Source: Intermodal Association of North America & American Association of Railroads.
American Intermodal Rail Traffic, 1988-2011
Recent rail transport trends in the United States underline a significant
shift of intermodal traffic to the advantage of containerized freight.
While rail intermodal container traffic (COFC), both ISO and domestic,
increased, the number of trailers carried
by rail (TOFC) has actually declined. This represents a significant change in the balance of 55% TOFC
/ 45% COFC in 1990 to 15% trailer / 85% container in 2010. TOFC has
thus become a marginal segment of intermodal transportation used for
niche services, most of them point to point.
58% of the
containers handled in 2005 were international (maritime) containers,
while domestic containers accounted for 23% and trailers 19%. About
25% of all international cargo moved by rail is transloaded into domestic
containers. COFC traffic appears to have peaked in 2007 and declined
in 2008 and 2009 due to declining import demands.

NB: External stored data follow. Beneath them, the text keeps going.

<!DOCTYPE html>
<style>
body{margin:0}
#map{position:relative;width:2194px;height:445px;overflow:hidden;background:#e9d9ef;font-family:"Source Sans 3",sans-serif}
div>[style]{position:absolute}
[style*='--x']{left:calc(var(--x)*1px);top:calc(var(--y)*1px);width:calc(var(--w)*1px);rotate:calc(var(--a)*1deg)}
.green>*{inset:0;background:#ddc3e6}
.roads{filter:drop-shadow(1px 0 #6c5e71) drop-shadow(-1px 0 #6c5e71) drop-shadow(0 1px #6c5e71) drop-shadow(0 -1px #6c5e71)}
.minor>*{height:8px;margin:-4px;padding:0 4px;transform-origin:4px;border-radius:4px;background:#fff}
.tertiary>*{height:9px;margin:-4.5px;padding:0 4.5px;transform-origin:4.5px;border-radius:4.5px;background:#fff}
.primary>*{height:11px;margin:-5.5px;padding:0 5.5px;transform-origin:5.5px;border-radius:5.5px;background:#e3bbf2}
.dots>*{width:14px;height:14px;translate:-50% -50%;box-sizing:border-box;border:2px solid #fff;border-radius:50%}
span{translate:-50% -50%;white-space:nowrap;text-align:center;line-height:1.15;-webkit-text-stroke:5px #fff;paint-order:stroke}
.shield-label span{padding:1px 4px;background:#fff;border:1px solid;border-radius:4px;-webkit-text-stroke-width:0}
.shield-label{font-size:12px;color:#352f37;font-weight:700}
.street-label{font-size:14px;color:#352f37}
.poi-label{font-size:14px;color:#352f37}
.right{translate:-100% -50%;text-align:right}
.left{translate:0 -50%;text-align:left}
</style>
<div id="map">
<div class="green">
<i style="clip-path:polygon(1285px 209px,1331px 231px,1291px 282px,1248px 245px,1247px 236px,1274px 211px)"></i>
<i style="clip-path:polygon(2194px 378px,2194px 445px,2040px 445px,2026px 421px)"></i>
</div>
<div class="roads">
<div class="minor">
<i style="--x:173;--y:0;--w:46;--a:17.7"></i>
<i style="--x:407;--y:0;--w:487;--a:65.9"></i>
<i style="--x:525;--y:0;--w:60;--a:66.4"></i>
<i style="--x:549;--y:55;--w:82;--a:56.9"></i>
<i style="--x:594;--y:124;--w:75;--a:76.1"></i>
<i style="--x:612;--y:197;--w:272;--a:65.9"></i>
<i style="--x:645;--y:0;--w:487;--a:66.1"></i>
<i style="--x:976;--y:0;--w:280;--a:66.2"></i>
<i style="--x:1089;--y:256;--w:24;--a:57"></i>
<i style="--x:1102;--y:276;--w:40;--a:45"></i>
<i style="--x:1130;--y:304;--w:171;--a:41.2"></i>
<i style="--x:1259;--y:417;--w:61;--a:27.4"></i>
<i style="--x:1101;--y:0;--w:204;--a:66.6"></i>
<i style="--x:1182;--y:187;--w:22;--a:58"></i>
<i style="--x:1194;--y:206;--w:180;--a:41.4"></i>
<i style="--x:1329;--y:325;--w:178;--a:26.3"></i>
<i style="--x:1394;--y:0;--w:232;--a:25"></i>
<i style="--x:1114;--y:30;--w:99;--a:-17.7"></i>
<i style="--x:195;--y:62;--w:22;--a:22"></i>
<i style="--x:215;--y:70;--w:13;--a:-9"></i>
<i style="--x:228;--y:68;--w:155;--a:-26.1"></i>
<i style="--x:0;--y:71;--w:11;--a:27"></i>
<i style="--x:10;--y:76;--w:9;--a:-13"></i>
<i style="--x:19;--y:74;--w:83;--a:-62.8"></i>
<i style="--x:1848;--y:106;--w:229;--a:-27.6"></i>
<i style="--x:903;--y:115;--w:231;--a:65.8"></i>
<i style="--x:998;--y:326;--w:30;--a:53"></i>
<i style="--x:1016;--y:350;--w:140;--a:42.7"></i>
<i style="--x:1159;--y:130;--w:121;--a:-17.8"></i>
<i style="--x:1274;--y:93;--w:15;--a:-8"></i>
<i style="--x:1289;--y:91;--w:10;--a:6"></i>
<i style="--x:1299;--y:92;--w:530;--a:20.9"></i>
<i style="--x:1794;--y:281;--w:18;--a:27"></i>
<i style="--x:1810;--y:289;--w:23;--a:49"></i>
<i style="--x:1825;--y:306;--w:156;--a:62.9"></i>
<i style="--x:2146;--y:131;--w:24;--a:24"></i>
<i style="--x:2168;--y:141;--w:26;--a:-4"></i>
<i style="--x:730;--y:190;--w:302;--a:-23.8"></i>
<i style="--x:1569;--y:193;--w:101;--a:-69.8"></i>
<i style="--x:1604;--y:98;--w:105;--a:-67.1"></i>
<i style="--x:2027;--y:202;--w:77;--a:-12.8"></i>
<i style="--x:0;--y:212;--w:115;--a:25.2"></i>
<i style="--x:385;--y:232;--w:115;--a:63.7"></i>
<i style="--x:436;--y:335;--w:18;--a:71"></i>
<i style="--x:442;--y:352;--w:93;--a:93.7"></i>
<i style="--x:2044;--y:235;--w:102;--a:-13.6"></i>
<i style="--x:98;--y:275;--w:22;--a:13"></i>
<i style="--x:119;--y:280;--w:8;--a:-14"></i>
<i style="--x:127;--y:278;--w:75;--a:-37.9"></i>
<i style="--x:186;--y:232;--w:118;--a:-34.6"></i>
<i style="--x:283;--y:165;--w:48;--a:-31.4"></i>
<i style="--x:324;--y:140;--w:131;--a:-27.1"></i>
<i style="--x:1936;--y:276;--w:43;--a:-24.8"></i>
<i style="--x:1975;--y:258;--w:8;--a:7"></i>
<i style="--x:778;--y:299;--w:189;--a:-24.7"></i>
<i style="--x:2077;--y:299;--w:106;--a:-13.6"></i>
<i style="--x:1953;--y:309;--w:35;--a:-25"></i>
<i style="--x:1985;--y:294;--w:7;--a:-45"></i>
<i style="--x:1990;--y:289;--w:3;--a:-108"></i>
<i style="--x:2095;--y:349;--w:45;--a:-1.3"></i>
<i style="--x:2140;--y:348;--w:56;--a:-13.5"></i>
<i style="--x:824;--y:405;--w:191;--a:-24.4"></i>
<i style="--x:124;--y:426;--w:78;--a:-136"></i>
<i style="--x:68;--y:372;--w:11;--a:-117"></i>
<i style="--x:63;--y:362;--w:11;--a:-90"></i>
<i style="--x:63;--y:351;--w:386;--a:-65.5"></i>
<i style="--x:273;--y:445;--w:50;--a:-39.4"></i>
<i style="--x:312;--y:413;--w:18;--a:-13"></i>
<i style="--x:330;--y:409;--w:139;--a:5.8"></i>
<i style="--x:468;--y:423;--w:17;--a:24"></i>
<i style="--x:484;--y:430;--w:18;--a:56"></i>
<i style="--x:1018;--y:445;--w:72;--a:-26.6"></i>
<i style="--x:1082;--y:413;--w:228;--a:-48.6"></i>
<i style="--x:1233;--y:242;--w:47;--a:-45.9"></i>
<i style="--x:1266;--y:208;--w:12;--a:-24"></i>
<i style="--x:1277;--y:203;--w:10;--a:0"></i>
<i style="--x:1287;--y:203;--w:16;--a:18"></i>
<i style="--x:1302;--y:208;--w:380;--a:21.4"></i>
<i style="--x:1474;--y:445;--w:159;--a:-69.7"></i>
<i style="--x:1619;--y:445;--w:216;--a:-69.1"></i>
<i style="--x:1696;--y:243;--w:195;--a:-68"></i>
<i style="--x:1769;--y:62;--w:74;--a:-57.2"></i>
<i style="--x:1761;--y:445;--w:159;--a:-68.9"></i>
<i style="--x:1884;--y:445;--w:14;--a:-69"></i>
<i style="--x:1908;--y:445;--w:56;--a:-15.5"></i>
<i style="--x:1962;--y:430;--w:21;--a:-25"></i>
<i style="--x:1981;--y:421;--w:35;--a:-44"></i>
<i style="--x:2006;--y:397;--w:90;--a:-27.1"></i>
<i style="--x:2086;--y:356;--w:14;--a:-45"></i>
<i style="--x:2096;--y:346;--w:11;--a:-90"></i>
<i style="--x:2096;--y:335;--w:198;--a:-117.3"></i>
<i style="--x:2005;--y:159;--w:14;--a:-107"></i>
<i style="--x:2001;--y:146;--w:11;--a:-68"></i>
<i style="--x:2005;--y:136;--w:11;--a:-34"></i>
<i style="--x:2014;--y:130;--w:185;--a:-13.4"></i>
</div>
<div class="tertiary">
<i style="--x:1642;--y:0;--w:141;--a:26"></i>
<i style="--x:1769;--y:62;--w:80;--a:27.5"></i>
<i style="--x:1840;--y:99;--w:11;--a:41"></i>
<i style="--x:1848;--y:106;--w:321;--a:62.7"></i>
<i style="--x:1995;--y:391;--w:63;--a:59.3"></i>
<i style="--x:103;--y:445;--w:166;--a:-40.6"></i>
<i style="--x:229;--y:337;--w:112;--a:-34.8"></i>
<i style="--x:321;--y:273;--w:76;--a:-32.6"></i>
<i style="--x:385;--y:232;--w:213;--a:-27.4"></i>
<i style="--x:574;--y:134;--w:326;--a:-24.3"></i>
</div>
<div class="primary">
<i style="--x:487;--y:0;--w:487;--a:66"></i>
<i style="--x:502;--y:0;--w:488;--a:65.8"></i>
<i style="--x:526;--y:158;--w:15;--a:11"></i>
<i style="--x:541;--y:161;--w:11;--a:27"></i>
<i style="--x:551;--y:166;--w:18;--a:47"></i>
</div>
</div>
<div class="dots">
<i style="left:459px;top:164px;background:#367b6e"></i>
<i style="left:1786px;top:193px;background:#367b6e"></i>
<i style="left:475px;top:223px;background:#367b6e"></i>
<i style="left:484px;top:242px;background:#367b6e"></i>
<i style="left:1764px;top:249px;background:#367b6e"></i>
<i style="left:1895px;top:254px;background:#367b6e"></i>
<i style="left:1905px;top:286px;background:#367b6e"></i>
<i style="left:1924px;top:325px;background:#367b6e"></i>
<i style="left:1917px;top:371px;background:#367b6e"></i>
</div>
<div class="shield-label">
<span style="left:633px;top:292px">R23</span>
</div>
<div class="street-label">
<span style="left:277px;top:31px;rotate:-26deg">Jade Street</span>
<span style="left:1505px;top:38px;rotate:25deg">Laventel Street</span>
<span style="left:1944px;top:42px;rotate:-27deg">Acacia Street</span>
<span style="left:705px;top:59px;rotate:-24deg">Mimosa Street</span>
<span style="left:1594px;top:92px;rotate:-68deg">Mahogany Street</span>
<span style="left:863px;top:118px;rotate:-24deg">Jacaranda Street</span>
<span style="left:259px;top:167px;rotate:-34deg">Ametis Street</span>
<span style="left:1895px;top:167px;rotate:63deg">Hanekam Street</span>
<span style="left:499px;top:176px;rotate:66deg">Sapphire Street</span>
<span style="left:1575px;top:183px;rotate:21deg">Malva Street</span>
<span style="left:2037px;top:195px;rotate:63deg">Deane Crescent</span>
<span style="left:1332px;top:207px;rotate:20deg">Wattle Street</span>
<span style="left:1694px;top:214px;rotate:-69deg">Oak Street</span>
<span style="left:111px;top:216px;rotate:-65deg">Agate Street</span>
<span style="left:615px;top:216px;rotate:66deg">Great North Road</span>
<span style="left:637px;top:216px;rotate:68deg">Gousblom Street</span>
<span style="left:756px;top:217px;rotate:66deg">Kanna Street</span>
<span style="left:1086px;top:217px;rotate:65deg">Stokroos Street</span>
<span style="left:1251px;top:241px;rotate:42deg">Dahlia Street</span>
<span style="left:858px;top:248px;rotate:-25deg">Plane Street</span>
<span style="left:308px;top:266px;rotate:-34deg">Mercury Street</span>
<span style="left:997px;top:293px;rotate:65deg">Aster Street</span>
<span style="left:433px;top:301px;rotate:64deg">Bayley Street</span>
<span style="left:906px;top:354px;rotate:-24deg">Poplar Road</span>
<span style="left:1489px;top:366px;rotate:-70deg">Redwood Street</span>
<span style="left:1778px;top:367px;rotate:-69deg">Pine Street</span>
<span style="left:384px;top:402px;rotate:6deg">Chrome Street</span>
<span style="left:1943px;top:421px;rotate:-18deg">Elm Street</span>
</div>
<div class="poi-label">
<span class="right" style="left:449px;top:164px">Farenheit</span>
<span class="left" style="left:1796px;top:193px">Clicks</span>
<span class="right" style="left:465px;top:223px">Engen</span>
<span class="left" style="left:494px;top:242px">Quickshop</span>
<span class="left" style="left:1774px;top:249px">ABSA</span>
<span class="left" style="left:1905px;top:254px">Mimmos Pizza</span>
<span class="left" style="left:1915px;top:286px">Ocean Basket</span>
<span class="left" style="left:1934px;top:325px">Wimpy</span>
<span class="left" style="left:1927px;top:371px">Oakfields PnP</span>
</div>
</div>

One of the core advantage of COFC versus TOFC concerns double
stacking, involving a much higher utilization density. Several
large American trucking companies are converting to
containerization, thus relying on COFC as opposed to TOFC. For
instance, in 2009,
citing energy and cost advantages, major LTL shipper Schneider National
converted its entire intermodal fleet to containers. JB Hunt, with
the largest fleet of domestic 53-foot containers, is also converting.